Different Gifts, Different Thank-You Notes
Different kinds of gifts and occasions merit some tweaking to the standard thank-you note.
- Gifts of money. In your note, let the giver know how you’ll use a money gift—to furnish your apartment or add to your savings. It’s up to you whether you mention the amount, but doing so let’s the giver know the funds arrived intact.
- Holiday and birthday gifts. Write thank-you notes for holiday and birthday gifts as soon as possible, preferably within two or three days. A good standard is to acknowledge Christmas or Chanukah gifts before New Year’s Day.

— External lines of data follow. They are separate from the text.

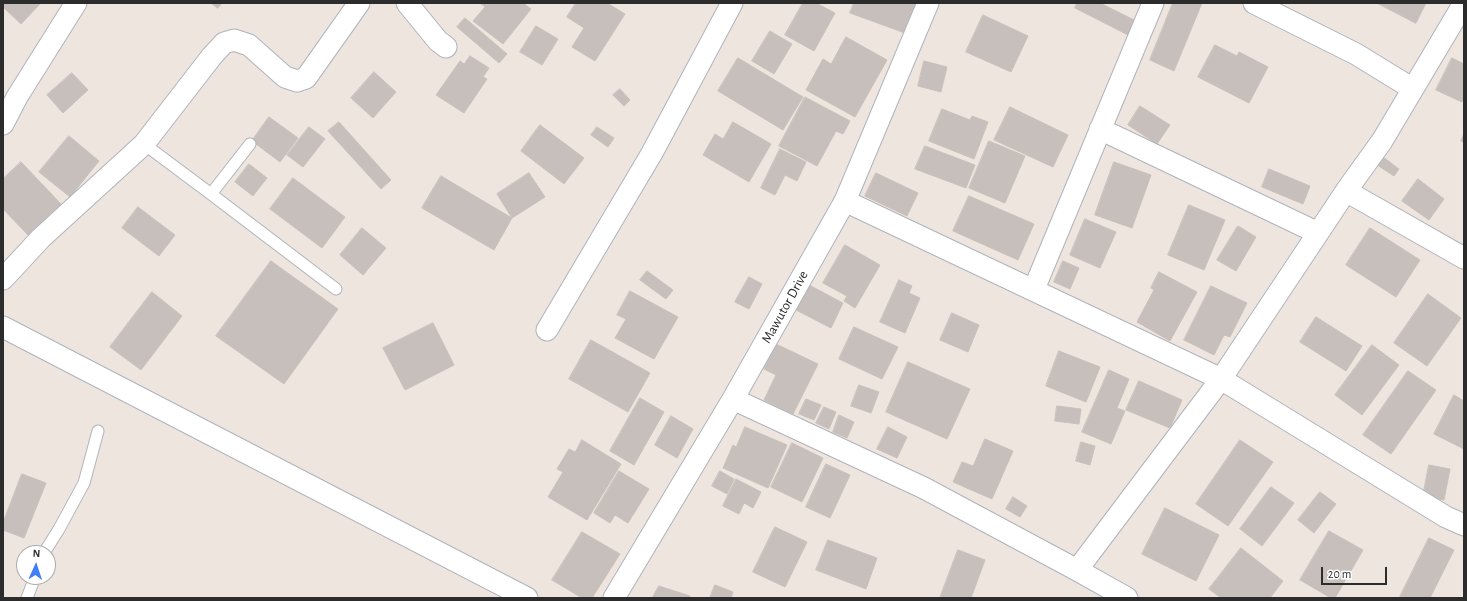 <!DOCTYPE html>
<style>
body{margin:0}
#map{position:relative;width:1467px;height:601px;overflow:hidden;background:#eee5df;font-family:"Alegreya Sans",sans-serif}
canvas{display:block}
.frame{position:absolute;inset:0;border:4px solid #2c2c2c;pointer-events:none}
.north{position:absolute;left:16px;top:545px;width:40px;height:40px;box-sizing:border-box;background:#fff;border:1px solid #ababab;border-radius:50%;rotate:3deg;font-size:11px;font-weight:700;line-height:16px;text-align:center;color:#2c2c2c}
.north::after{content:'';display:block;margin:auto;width:14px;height:18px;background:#3f7dfa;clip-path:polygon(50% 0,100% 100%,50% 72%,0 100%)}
.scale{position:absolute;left:1321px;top:567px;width:66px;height:18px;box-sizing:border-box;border:2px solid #2c2c2c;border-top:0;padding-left:5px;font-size:12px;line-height:14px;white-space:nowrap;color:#2c2c2c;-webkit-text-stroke:3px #fff;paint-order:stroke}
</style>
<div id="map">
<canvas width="1467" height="601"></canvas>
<div class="frame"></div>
<div class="north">N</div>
<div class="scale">20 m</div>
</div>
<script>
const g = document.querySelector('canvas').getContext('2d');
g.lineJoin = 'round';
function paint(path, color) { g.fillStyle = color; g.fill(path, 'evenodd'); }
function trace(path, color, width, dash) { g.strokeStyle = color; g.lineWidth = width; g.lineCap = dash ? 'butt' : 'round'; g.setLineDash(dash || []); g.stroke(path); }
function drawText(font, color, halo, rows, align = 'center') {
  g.font = font + ' "Alegreya Sans",sans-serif'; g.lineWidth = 3.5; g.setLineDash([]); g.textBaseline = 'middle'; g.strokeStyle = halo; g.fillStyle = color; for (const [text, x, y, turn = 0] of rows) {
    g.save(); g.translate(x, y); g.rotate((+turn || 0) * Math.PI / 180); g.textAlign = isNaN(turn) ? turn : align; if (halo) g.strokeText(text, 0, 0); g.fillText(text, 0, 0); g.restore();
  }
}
const building = new Path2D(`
 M3 3H41L21 24 3 7Z
 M211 3H222L218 8Z
 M480 3H523L531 9 503 44 473 21 485 7Z
 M576 3H607L625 14 595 61 572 47 584 28 567 17Z
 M803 3H816L835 13 814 51 785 35Z
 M854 3H916L905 33 850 13Z
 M1077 3H1100L1140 23 1132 37 1075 8Z
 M1173 3H1202L1174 71 1150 60Z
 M1377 3H1426L1416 23Z
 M983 15 1028 36 1011 72 966 52Z
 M465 18 507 54 499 63 457 27Z
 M536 26 558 39 542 65 520 52Z
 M770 31 792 44 774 74 752 61Z
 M846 37 887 60 855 117 806 90 823 59 831 64Z
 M1215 45 1237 56 1239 52 1268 67 1249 103 1198 77Z
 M470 56 489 68 483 77 487 79 464 113 436 95 460 61 464 64Z
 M738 58 803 97 783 130 718 91Z
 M1452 58 1464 64V97L1462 102 1436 90Z
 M924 61 947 67 941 92 918 86Z
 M374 72 396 92 373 118 351 98Z
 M72 73 88 90 63 113 47 95Z
 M620 89 630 100 624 106 613 95Z
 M805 97 850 121 843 134 836 131 817 166 779 146Z
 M1140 106 1170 125 1157 144 1128 125Z
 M1010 107 1068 135 1053 167 994 140Z
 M942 109 970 120 972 116 988 122 974 159 929 141Z
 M269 117 298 138 280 162 252 141Z
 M339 122 391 180 381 189 328 131Z
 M733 122 771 144 749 182 703 155 715 134 723 139Z
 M540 125 584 158 564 184 521 151Z
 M309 127 325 139 303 167 287 155Z
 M597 127 614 138 608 147 591 135Z
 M1464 134V143L1461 141Z
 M69 136 99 161 70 197 39 172Z
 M989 141 1025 156 1005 203 969 188Z
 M925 146 975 165 966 188 915 169Z
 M780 149 806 162 797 181 785 175 775 195 761 188Z
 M1383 157 1399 169 1394 176 1377 165Z
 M21 162 61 204 28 235 3 209V179Z
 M1114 162 1151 175 1132 228 1095 215Z
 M249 164 267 178 253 196 235 182Z
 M1269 169 1310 186 1303 204 1262 187Z
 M529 173 545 197 512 218 497 194Z
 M876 173 918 193 907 216 865 196Z
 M441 176 512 218 494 250 422 208Z
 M293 178 345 217 322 248 270 209Z
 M1418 179 1444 199 1429 220 1402 201Z
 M969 196 1034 224 1018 260 953 231Z
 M1189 205 1225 220 1204 270 1168 255Z
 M138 207 175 235 159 256 122 228Z
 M1085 219 1116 232 1100 268 1070 255Z
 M1238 226 1256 237 1236 271 1217 260Z
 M362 228 386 248 363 275 340 255Z
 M1370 228 1420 260 1396 297 1346 265Z
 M845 245 880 265 855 308 844 301 847 296 823 283Z
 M271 261 338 309 284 384 216 336Z
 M1063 261 1079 268 1070 289 1054 282Z
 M647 271 673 290 666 299 640 280Z
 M1159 272 1197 292 1170 341 1137 322 1154 290 1151 288Z
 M749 277 762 284 749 309 735 302Z
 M899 280 912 286 909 293 920 298 905 333 880 322Z
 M809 285 843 303 831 328 796 310Z
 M1211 286 1247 303 1230 337 1224 335 1214 355 1184 340Z
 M630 291 678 317 654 359 615 338 626 319 617 315Z
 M152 292 182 316 141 370 110 347Z
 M1428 294 1461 318 1427 366 1394 343Z
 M952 313 979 325 968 352 940 340Z
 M1316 317 1362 346 1346 371 1300 342Z
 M433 323 454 365 405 390 383 348Z
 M854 327 898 347 882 379 839 359Z
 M591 340 650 373 628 412 569 379Z
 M776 344 818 364 793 414 764 400 776 375 764 369Z
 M1372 345 1399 365 1362 415 1335 395Z
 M1059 351 1100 367 1086 402 1046 386Z
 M908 362 970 389 947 439 886 412Z
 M1109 370 1129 379 1117 408 1125 411 1111 444 1082 432Z
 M1408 371 1436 390 1391 454 1363 435Z
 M1139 381 1182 400 1170 428 1126 410Z
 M859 385 879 392 871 413 851 406Z
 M1454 395 1464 401V449L1434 434Z
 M640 398 664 412 634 465 610 451Z
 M806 399 821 405 814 420 799 414Z
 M1057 406 1081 409 1079 424 1055 421Z
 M824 407 836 412 829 429 816 423Z
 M839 415 854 422 847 438 833 432Z
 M671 416 693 429 677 458 655 445Z
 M745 427 787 445 768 488 723 468 733 445 736 447Z
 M888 427 907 437 897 458 877 449Z
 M985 439 1013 451 992 499 953 482 962 462 973 466Z
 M582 440 621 464 587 520 548 497 563 472 557 469 569 449 575 452Z
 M1240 440 1273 462 1228 526 1196 504Z
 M1081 442 1095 446 1090 465 1076 461Z
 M792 443 823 458 802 502 771 487Z
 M826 464 850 475 830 518 806 507Z
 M1429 465 1450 469 1444 500 1423 496Z
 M619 471 649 489 628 523 615 515 610 523 594 513Z
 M720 471 734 479 727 494 712 486Z
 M22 474 46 483 24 538 3 530V523Z
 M736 479 761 492 753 508 744 503 739 514 723 506Z
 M1271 487 1294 503 1262 546 1240 529Z
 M1320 492 1336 504 1314 533 1298 520Z
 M1013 497 1027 506 1020 517 1006 509Z
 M1165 508 1219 535 1196 581 1142 554Z
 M775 527 807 542 785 587 753 572Z
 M1329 531 1363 550 1335 598H1331L1300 580Z
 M582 532 620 554 592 598H582L552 580Z
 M1429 538 1454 550 1430 598H1402L1400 597Z
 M828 540 877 558 866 589 816 570Z
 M1241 548 1283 581 1270 598H1221L1209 589Z
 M958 550 985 560 971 598H940Z
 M715 585 733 592 731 598H710Z
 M659 586 690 596V598H656L653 597Z`);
const lane = new Path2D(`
 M144 144 211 194 250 144
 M211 194 336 289
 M44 553 59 529 84 483 98 431
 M27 598 35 577`);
const street = new Path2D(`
 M407 3 438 41 446 47
 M1254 3 1356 54 1413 89
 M3 124 17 97 76 3
 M1100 129 1318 233
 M1346 191 1464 258
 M845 201 1221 379 1446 517 1464 525
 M3 279 41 238 144 144 212 56 224 43 234 40 249 45 285 77 297 81 306 78 359 3
 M1034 289 1153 3
 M3 327 527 598
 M547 330 652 153 732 3
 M733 399 924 488 1077 570 1127 598
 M1077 570 1221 379 1346 191 1382 141 1464 3
 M614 598 733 399 845 201 928 3`);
const streetNames = [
 ["Mawutor Drive",785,307,-61]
];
paint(building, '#c6bfbb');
trace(building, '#c9c1b8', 1);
trace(lane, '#afb3bc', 13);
trace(street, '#afb3bc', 23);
trace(lane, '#fff', 11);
trace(street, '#fff', 21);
drawText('14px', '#2c2c2c', '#fff', streetNames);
</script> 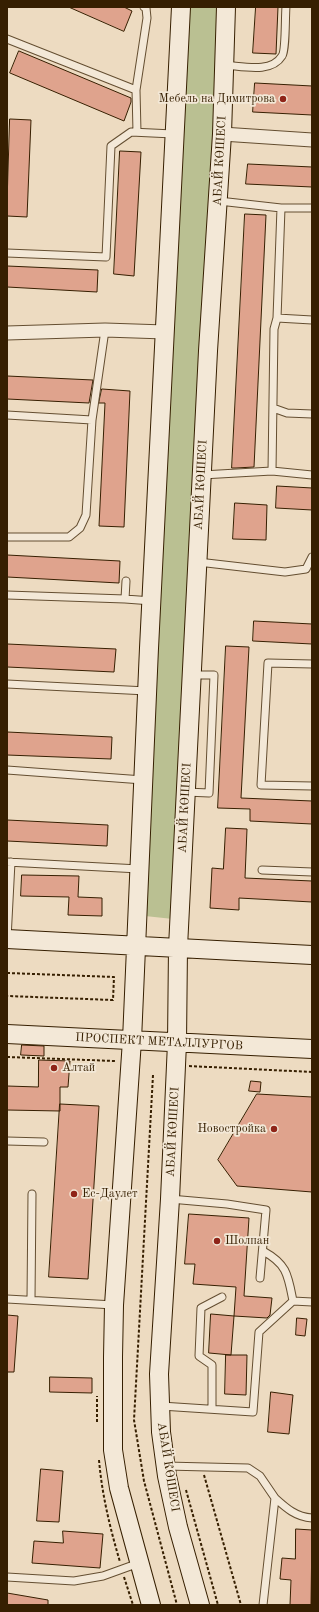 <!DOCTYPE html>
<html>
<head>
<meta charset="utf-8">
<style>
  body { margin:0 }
  #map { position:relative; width:319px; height:1612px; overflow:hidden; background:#eddbc1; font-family:"Old Standard TT",serif }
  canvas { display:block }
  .frame { position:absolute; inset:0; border:8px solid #361f01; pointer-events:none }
</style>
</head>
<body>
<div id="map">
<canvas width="319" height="1612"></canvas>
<div class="frame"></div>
</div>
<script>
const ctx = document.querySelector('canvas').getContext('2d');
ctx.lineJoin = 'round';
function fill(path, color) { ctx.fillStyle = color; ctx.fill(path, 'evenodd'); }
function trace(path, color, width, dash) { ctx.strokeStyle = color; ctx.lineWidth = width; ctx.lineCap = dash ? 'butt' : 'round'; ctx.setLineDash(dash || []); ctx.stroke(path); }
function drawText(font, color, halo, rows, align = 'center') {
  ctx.font = font + ' "Old Standard TT",serif'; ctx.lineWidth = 3.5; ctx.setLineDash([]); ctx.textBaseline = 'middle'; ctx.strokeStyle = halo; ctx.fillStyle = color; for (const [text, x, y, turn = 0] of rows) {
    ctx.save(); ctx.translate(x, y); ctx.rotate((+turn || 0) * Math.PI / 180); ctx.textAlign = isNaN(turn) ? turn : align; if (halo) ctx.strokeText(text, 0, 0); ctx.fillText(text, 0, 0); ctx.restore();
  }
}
fill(new Path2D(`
  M 190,7 L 220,7 L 173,919 L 145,916 Z`), '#bac092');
const building = new Path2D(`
  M 69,7 L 124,7 L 132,11 L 124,31 Z
  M 256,7 L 278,7 L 276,54 L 253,53 Z
  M 19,51 L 131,98 L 131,102 L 124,121 L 10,73 Z
  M 255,83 L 312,86 L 312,115 L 253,112 Z
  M 10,119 L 31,120 L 27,217 L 7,216 Z
  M 120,151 L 141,152 L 134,276 L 114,274 Z
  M 248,164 L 312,167 L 312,187 L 246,184 Z
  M 245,214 L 266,215 L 254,467 L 236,468 L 232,468 Z
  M 7,266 L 98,270 L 97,292 L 7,287 Z
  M 7,376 L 93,380 L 89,403 L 7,399 Z
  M 102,389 L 130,391 L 124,527 L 99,526 L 105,403 L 99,403 Z
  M 277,486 L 312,488 L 312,510 L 276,508 Z
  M 235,503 L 267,505 L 266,540 L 233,539 Z
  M 7,555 L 120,561 L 119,583 L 7,577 Z
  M 254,621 L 312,624 L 312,644 L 253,641 Z
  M 7,644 L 116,649 L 114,672 L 7,667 Z
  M 226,646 L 249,647 L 241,798 L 312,801 L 312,824 L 250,821 L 250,809 L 218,808 Z
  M 7,732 L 112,737 L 111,759 L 7,755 Z
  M 7,820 L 108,825 L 107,846 L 7,841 Z
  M 226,828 L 247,829 L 245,878 L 312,881 L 312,902 L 239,898 L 239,910 L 210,908 L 212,868 L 223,869 Z
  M 22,875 L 79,876 L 78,897 L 102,898 L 102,916 L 68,915 L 69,897 L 21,896 Z
  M 22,1045 L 44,1046 L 44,1056 L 21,1055 Z
  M 39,1060 L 70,1061 L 68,1087 L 60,1087 L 60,1111 L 7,1110 L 7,1086 L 38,1087 Z
  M 251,1081 L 261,1082 L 260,1092 L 249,1091 Z
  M 257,1094 L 312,1097 L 312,1192 L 237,1186 L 218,1160 Z
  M 60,1104 L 99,1106 L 88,1279 L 49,1277 Z
  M 189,1214 L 249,1218 L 244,1296 L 272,1298 L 270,1315 L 267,1318 L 234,1316 L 236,1287 L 193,1284 L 195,1264 L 185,1264 Z
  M 211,1314 L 234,1316 L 231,1355 L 209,1353 Z
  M 7,1315 L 18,1316 L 14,1372 L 7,1372 Z
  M 297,1318 L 307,1319 L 305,1336 L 296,1335 Z
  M 226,1355 L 247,1355 L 246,1395 L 225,1394 Z
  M 50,1377 L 92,1378 L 92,1393 L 50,1392 Z
  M 271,1392 L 293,1395 L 289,1434 L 268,1432 Z
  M 41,1469 L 63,1471 L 59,1522 L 37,1521 Z
  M 296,1529 L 312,1530 L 311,1605 L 290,1605 L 291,1580 L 280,1579 L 282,1558 L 295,1559 Z
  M 63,1531 L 103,1534 L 100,1568 L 32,1563 L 34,1541 L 63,1543 Z
  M 7,1593 L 48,1600 L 48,1605 L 7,1605 Z`);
fill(building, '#dfa38d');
trace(building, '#361f01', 1);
const lane = new Path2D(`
  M 7,39 L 136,90
  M 224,65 C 242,66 271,74 282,56 C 286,51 285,16 286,7
  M 137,132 L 136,90 L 147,18 L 146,8 L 144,7
  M 219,201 L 281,208 L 312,208
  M 7,253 L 106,257 L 111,146 L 131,132 L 173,134
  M 277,318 L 312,320
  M 273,408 L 287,413 L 312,414
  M 7,415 L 92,420
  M 272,471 L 312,475
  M 202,475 L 272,471 L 274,329 L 277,318 L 281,208
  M 7,537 L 69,537 L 80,528 L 86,515 L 92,420 L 105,330
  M 198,562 L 285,572 L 306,569 L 312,557
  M 126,581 L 125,599 L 152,601
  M 7,595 L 125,599
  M 312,664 L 268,663 L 261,785 L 312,786
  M 7,684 L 147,691
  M 7,770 L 143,780
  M 186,792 L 209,793 L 214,675 L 192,675
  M 7,862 L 139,869
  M 262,870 L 312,872
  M 7,939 L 11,862
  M 7,1141 L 44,1142
  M 170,1199 L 227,1204 L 266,1210 L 260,1278
  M 263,1251 C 287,1264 288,1275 293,1301
  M 7,1299 L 114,1305
  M 31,1299 L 32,1194
  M 161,1406 L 253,1412 L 259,1332 L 293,1301 L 312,1302
  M 212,1409 L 212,1365 L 199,1356 L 201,1308 L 222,1297
  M 166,1466 L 248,1468 L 260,1476 L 275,1498 L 263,1605
  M 275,1498 C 286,1508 296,1517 312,1518
  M 7,1577 L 74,1581 L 103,1576 L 139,1563`);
const street = new Path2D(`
  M 222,134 L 312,140
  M 7,333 L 105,330 L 165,332`);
const secondary = new Path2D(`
  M 7,939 L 312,955
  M 7,1034 L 312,1049
  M 151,1605 L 119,1488 L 113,1450 L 113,1357 L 114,1305 L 132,1040 L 149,648 L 181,7
  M 200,1605 L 178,1527 L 167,1476 L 161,1432 L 159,1374 L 170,1199 L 177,1043 L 178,947 L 208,351 L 222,134 L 226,7`);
trace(lane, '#644e31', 9);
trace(street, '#644e31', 15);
trace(secondary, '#361f01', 20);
trace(new Path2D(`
  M 7,973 L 114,977 L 113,1000 L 7,996
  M 7,1057 L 115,1061 L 115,1063
  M 189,1066 L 312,1072
  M 153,1075 L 134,1420 L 144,1481 L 177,1605
  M 97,1422 L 97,1396
  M 99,1460 C 102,1495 110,1528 120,1562
  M 204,1475 L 241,1605
  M 186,1490 L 218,1605
  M 124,1577 L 133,1605`), '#361f01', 2, [3, 2]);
trace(lane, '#f3e8d7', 7);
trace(street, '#f3e8d7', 13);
trace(secondary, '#f3e8d7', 18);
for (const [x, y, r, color] of [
  [283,99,4,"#8f2418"],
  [54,1068,4,"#8f2418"],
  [274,1129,4,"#8f2418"],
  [74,1194,4,"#8f2418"],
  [217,1241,4,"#8f2418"]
]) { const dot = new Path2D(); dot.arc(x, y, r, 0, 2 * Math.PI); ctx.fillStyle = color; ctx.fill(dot); trace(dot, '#f3e8d7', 1.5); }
drawText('12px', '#361f01', '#f3e8d7', [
  ["Мебель на Димитрова",275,99,"right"],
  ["Алтай",62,1068],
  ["Новостройка",266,1129,"right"],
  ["Ес-Даулет",82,1194],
  ["Шолпан",225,1241]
], 'left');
drawText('12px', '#361f01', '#f3e8d7', [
  ["АБАЙ КӨШЕСІ",220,161,-87],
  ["АБАЙ КӨШЕСІ",201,485,-87],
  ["АБАЙ КӨШЕСІ",185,808,-87],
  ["ПРОСПЕКТ МЕТАЛЛУРГОВ",159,1042,3],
  ["АБАЙ КӨШЕСІ",173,1132,-87],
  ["АБАЙ КӨШЕСІ",168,1467,81]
]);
</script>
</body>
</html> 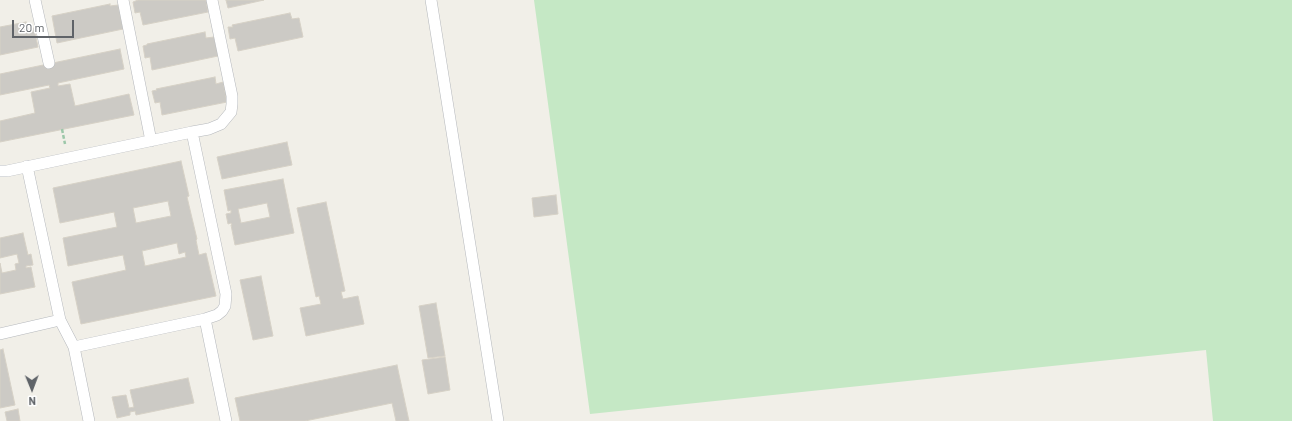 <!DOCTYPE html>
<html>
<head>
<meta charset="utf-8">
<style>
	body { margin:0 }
	#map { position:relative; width:1292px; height:421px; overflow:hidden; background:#f1efe8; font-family:Barlow,sans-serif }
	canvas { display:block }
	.north { position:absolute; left:12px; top:369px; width:40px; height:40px; -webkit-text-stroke:3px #fff; paint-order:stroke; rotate:179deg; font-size:11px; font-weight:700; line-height:16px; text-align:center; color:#5f6368 }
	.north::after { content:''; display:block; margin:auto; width:14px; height:18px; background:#5f6368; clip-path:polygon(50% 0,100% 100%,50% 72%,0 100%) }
	.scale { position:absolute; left:12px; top:20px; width:62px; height:18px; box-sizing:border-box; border:2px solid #5f6368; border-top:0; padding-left:5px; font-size:12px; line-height:14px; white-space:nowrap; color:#5f6368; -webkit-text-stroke:3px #fff; paint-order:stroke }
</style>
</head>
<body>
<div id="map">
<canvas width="1292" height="421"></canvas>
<div class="north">N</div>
<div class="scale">20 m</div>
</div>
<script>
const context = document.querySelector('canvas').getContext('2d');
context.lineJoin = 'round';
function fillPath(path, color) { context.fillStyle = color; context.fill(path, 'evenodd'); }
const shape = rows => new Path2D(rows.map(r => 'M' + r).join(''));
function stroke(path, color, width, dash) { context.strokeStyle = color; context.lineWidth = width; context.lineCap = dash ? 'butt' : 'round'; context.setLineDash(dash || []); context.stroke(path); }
const green = shape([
	[534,0,1292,0,1292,421,1213,421,1206,350,590,414]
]);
const building = shape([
	[138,0,206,0,208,12,143,25,140,12,135,13,133,2,138,0],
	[226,0,264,0,228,8,226,0],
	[110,4,110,6,118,5,123,29,57,43,52,16,110,4],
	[290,13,292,19,299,18,303,37,238,51,235,38,230,39,228,27,233,27,232,25,290,13],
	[26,22,27,29,34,28,38,47,0,55,0,27,26,22],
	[205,32,206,38,214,37,218,56,152,70,150,57,145,58,143,46,147,45,147,44,205,32],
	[120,49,124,69,58,83,58,86,70,84,75,106,129,94,134,115,0,142,0,121,35,113,31,92,50,88,49,85,0,95,0,74,120,49],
	[215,77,216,84,223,82,227,102,162,115,160,102,155,103,152,91,157,90,156,89,215,77],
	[287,142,292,165,222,179,217,157,287,142],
	[181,161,189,196,187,197,197,239,196,240,199,255,206,253,216,296,81,324,72,282,126,270,123,255,68,266,63,238,117,227,114,212,60,223,53,188,181,161],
	[168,201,171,216,136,223,133,208,168,201],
	[177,243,179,254,185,252,186,257,145,266,142,251,177,243],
	[283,179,294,233,235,245,231,225,232,225,231,223,228,224,226,214,231,213,231,210,228,211,224,190,283,179],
	[267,203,270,217,241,223,238,209,267,203],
	[556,195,558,214,534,217,532,198,556,195],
	[326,202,345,291,341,292,343,299,358,296,364,324,306,336,300,308,321,304,319,296,316,297,297,208,326,202],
	[23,233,28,255,31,254,33,265,26,266,26,268,31,267,35,287,0,294,0,263,2,273,16,270,15,264,19,263,17,254,0,258,0,238,23,233],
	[261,276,273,336,253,340,240,280,261,276],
	[436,303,445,356,428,358,419,306,436,303],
	[3,349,15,405,0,408,0,350,3,349],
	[445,357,450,390,428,394,422,360,445,357],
	[397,365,409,421,396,421,392,403,305,421,240,421,235,398,397,365],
	[188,378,194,403,136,415,135,411,130,412,130,415,117,418,112,397,126,395,129,408,134,407,130,390,188,378],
	[18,409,20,421,7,421,5,412,18,409]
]);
const path = shape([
	[62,129,65,144]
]);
const service = shape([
	[35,0,49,63],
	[123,0,151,141],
	[212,0,232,96,232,104,231,112,221,124,209,129,192,132,226,294,225,306,222,311,217,315,205,319,226,421],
	[431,0,498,421],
	[27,166,60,320],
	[0,171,7,171,192,132],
	[0,334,60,320,74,347,205,319],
	[74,347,89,421]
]);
fillPath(green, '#c5e8c5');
fillPath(building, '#cccac5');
stroke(building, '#d6d1c6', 1);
stroke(service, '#b5b8bc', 12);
stroke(path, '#9cc7a9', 2.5, [4, 2]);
stroke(service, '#fff', 11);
</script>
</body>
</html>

- Other gifts. Thank-you notes are not always necessary for presents that have been given in person at a housewarming, going away party, or similar occasion. If a sincere thank-you was expressed in person when the gift was received, that’s sufficient.
- Thank-you gifts. Gifts sent as a “thank you for…” require a note of appreciation in return. It’s necessary to let the sender know that the present arrived and is appreciated.
- Acknowledgment cards. Printed acknowledgment cards expressing appreciation can be used in three instances:
- After the death of a prominent person when scores of sympathy notes, gifts of flowers, or donations to charities are received. They can also be used as a placeholder acknowledgement until a personal note of thanks can be written.
- When a public official is elected and receives a landslide of congratulatory messages.
- When a bride has such a large wedding that she and the groom simply cannot write personal thank-you notes immediately.
- A newspaper “Card of Thanks.” In some small towns and rural areas, it is not only permissible but expected that recipients of a large number of gifts or contributions—after a birthday, anniversary, retirement party, funeral, or even political campaign—put a public “thank you” in the newspaper. The notice is typically headed “Card of Thanks” and is followed by a brief message.